● Task prompt
Output the data below exactly. Leave nothing out.

● Data provided
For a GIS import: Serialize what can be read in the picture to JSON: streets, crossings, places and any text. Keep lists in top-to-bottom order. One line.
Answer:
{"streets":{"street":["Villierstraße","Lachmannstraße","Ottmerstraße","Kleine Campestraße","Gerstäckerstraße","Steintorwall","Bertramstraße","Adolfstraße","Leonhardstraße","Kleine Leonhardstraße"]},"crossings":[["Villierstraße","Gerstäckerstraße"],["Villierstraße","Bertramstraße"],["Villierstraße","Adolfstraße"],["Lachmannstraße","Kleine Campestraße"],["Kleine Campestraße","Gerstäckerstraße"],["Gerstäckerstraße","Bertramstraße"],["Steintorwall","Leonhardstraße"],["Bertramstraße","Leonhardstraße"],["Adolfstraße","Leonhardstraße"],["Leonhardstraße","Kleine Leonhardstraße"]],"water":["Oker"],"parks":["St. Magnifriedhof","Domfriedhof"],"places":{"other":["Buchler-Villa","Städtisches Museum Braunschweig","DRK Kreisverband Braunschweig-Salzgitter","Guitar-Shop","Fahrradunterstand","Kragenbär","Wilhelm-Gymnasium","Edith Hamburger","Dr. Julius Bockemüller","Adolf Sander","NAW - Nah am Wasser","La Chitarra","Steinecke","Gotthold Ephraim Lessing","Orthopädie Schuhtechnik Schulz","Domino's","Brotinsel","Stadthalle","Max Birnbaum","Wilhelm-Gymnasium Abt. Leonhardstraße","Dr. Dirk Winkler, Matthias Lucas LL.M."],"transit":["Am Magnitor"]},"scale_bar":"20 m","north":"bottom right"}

● Task result
For a GIS import: Serialize what can be read in the picture to JSON: streets, crossings, places and any text. Keep lists in top-to-bottom order. One line.
Answer:
{"streets":{"street":["Villierstraße","Lachmannstraße","Ottmerstraße","Kleine Campestraße","Gerstäckerstraße","Steintorwall","Bertramstraße","Adolfstraße","Leonhardstraße","Kleine Leonhardstraße"]},"crossings":[["Villierstraße","Gerstäckerstraße"],["Villierstraße","Bertramstraße"],["Villierstraße","Adolfstraße"],["Lachmannstraße","Kleine Campestraße"],["Kleine Campestraße","Gerstäckerstraße"],["Gerstäckerstraße","Bertramstraße"],["Steintorwall","Leonhardstraße"],["Bertramstraße","Leonhardstraße"],["Adolfstraße","Leonhardstraße"],["Leonhardstraße","Kleine Leonhardstraße"]],"water":["Oker"],"parks":["St. Magnifriedhof","Domfriedhof"],"places":{"other":["Buchler-Villa","Städtisches Museum Braunschweig","DRK Kreisverband Braunschweig-Salzgitter","Guitar-Shop","Fahrradunterstand","Kragenbär","Wilhelm-Gymnasium","Edith Hamburger","Dr. Julius Bockemüller","Adolf Sander","NAW - Nah am Wasser","La Chitarra","Steinecke","Gotthold Ephraim Lessing","Orthopädie Schuhtechnik Schulz","Domino's","Brotinsel","Stadthalle","Max Birnbaum","Wilhelm-Gymnasium Abt. Leonhardstraße","Dr. Dirk Winkler, Matthias Lucas LL.M."],"transit":["Am Magnitor"]},"scale_bar":"20 m","north":"bottom right"}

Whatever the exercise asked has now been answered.